In the US, the long bond has long (no pun intended) been used as the key benchmark for the bond market. Many news organizations report on the daily price of the long bond and its yield as an indicator of the general bond market trends. It is no accident that the long bond has been given this distinction; it is the most widely held bond in the world. Given that, other bonds usually take their cues from the long bond, following its price direction as it fluctuates. (Note: recently the 10-year note has also shown some promise in becoming a benchmark.)

The Treasury Department sells the long bond in pre-announced auctions, and the yield on the long bond (and by definition, its price) is determined by the demand when the auction takes place. After obtaining the long bond, the purchasers can hold the bonds to their maturity (30 years), collecting interest payments every 6 months and finally collecting the original principal at the maturity date. (Beware that the long bond is callable, meaning that the government can pay off the principal and terminate its obligation before the maturity date is reached.) Many long-term buyers consisting of countries, companies, and individuals looking for long-term guaranteed income do just that. Others however may opt to trade their bonds at the bond market. The price of the long bond is determined (as usual) by supply and demand, which are driven by many factors and their complex interaction.

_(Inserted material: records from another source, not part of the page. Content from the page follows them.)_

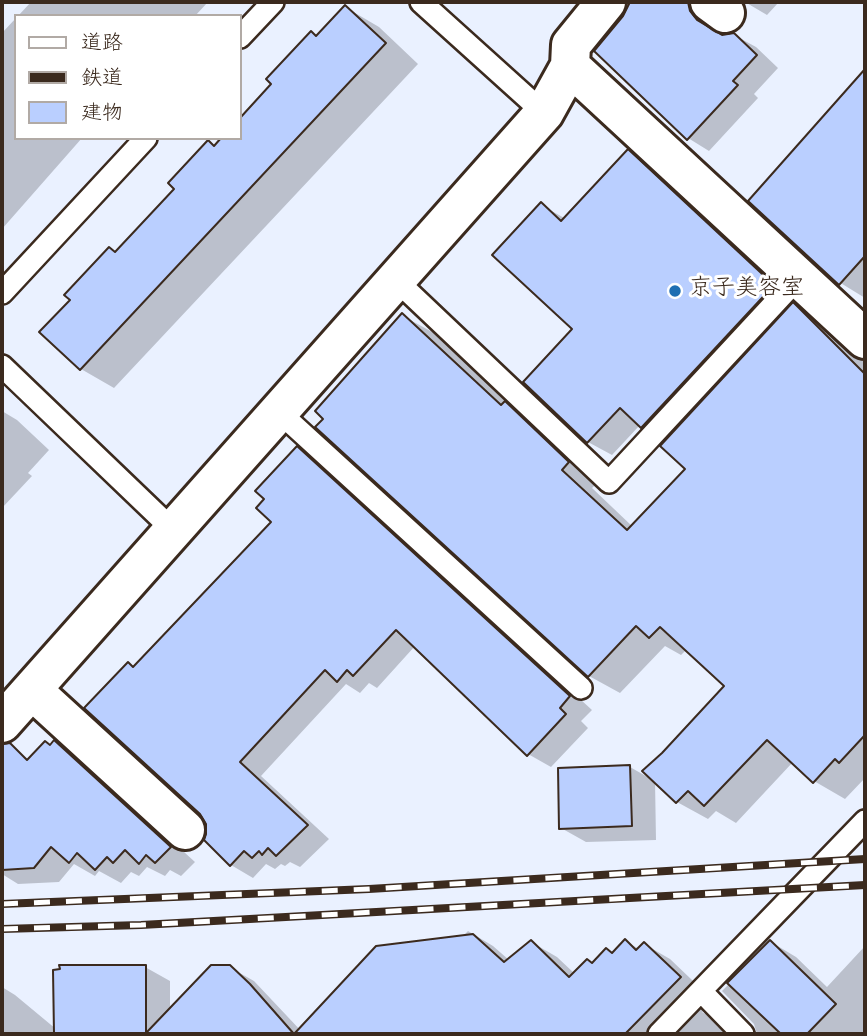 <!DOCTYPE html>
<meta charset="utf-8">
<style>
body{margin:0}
#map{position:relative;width:867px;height:1036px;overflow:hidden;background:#eaf1ff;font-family:Dekko,"Klee One",sans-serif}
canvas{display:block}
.frame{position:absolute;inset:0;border:4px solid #3b2a1e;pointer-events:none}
.legend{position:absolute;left:14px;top:14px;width:228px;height:126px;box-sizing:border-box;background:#fff;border:2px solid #b1aaa5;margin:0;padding:9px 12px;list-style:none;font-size:21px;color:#3b2a1e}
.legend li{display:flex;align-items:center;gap:14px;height:35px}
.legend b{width:35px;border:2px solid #b1aaa5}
</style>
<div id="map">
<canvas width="867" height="1036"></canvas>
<div class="frame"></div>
<ul class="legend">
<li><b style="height:9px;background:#fff"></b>道路</li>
<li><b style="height:9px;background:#3b2a1e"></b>鉄道</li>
<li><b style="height:19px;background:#bacfff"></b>建物</li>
</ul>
</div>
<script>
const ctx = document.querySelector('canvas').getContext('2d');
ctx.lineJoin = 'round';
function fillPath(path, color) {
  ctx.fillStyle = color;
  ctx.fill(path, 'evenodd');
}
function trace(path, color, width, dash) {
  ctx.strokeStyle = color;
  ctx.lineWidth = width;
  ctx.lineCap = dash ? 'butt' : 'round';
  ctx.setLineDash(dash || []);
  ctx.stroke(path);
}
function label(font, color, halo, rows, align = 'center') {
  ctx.font = font + ' Dekko,"Klee One",sans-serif';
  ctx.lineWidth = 6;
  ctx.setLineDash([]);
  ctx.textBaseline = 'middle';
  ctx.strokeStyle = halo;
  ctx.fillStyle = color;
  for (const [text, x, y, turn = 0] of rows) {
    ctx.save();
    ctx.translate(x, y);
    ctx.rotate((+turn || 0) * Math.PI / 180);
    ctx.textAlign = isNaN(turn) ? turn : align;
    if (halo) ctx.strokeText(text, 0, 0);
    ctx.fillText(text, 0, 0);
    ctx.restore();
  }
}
fillPath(new Path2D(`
 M31 2H208L195 16H18Z
 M633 2H713L711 24 718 34 722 36 734 35 756 47 778 68 754 94 758 98 709 151 688 138 624 17Z
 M745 2H779L767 15Z
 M345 7 379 27 418 64 114 388 81 369 116 253 176 189 208 142 215 147 240 138V121Z
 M16 18V138H82L2 229V33Z
 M863 75 865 76V298L839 282Z
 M628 152 652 165 797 299 792 304 825 323 865 360V778L845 799 814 781 793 762 736 823 716 811 708 819 677 802 655 780 656 840 586 842 561 828 630 767 651 779 663 754 726 686 687 649 681 655 665 646 620 693 589 676 403 316 434 333 514 409 536 421 599 481 592 488 633 527 687 468 667 441 640 425 612 455 588 442 574 329 541 205 566 219Z
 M2 411 17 420 49 450 28 473 32 476 2 508Z
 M297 448 320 461 592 710 581 721 588 728 551 767 528 754 415 646 377 688 369 683 360 693 346 684 261 776 329 839 300 867 290 862 285 866 281 864 275 869 266 864 253 878 231 865 206 840 208 824 128 664 135 668 273 522Z
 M55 742 80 757 195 862 181 876 170 870 165 876 147 867 139 876 131 872 121 883 99 871 95 876 74 864 59 882 18 884 2 874V770L18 753 30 760Z
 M468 931 493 946 509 960 531 942 557 957 575 974 613 954 625 941 639 949 644 944 670 959 713 1000 702 1012 727 1027 734 1034H369Z
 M771 942 796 957 827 987 865 946V1034H757L754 1024 722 991Z
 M145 967 170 981V1010L229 967 254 981 303 1033 79 1034 55 1020Z
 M2 987 15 995 62 1034H2Z`), '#0003');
const building = new Path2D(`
 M630 2H688L690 11 697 20 722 35 734 33 757 55 733 81 738 85 687 140 594 51 623 16Z
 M345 5 386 43 80 370 39 332 70 300 64 295 109 247 115 252 174 189 168 183 208 140 214 146 221 138H240V118L271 84 266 79 311 31 316 36Z
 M865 69V256L839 285 748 201Z
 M628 149 774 285 641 428 620 408 587 443 523 382 572 329 492 255 541 202 561 221Z
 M793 302 865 374V735L839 763 835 759 813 783 767 740 704 806 688 791 676 803 642 771 662 753 724 686 660 627 649 638 636 626 588 677 315 427 323 419 315 411 402 313 501 405 505 401 569 462 562 470 627 530 685 469 660 446Z
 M297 446 570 696 560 708 566 714 527 756 396 630 353 676 347 670 337 682 325 670 240 762 308 825 276 856 268 848 262 855 259 851 252 858 244 851 230 866 204 840 206 834V824L200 814 84 708 128 662 133 667 271 522 256 508 264 499 255 491Z
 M54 740 171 847 155 863 146 855 139 864 125 850 113 863 107 857 95 870 77 853 69 863 51 847 34 868 2 870V744L10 743 27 760 45 741 50 745Z
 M630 765 632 826 559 829 558 768Z
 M473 934 504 962 531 940 569 977 587 959 592 963 606 948 612 953 625 939 636 950 644 942 681 977 625 1034H54L53 970 60 969 59 965H146V1033L211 965H230L250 984 294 1034 376 946Z
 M770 940 836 1004 807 1034H781L727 983Z`);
fillPath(building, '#bacfff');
trace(building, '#3b2a1e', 2);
const lane = new Path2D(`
 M421 2 544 113
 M240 37 273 2
 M396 280 609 482 799 277
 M2 293 146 138
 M2 366 173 530
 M278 411 581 688
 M701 991 743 1034
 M659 1034 865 821`);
const street = new Path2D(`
 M710 2 725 13
 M570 66 865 339
 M32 690 185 830
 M2 723 544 113 570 66 571 45 606 2`);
trace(lane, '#3b2a1e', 26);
trace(street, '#3b2a1e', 44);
trace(lane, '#fff', 21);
trace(street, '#fff', 38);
const rail = new Path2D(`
 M2 904 369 889 865 859
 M2 929 141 925 865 885`);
trace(rail, '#3b2a1e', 8);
trace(rail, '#fff', 5, [16]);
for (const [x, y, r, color] of [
 [675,291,7,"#1f6fb2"]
]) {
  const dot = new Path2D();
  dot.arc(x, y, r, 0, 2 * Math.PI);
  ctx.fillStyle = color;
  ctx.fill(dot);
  trace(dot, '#fff', 2.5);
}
label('23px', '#3b2a1e', '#fff', [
 ["京子美容室",689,291]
], 'left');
</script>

For example, if the Treasury Department auctions a large quantity of long bonds or if the demand for them is soft, the price of the long bond decreases. On the other hand, if the Treasury Department auctions fewer long bonds or engages in a buyback program (i.e., paying down the debt by calling them), the price of the long bond will increase (and its yield will decrease proportionally). In the end, the price settles at what the buyers would pay and what the sellers would ask.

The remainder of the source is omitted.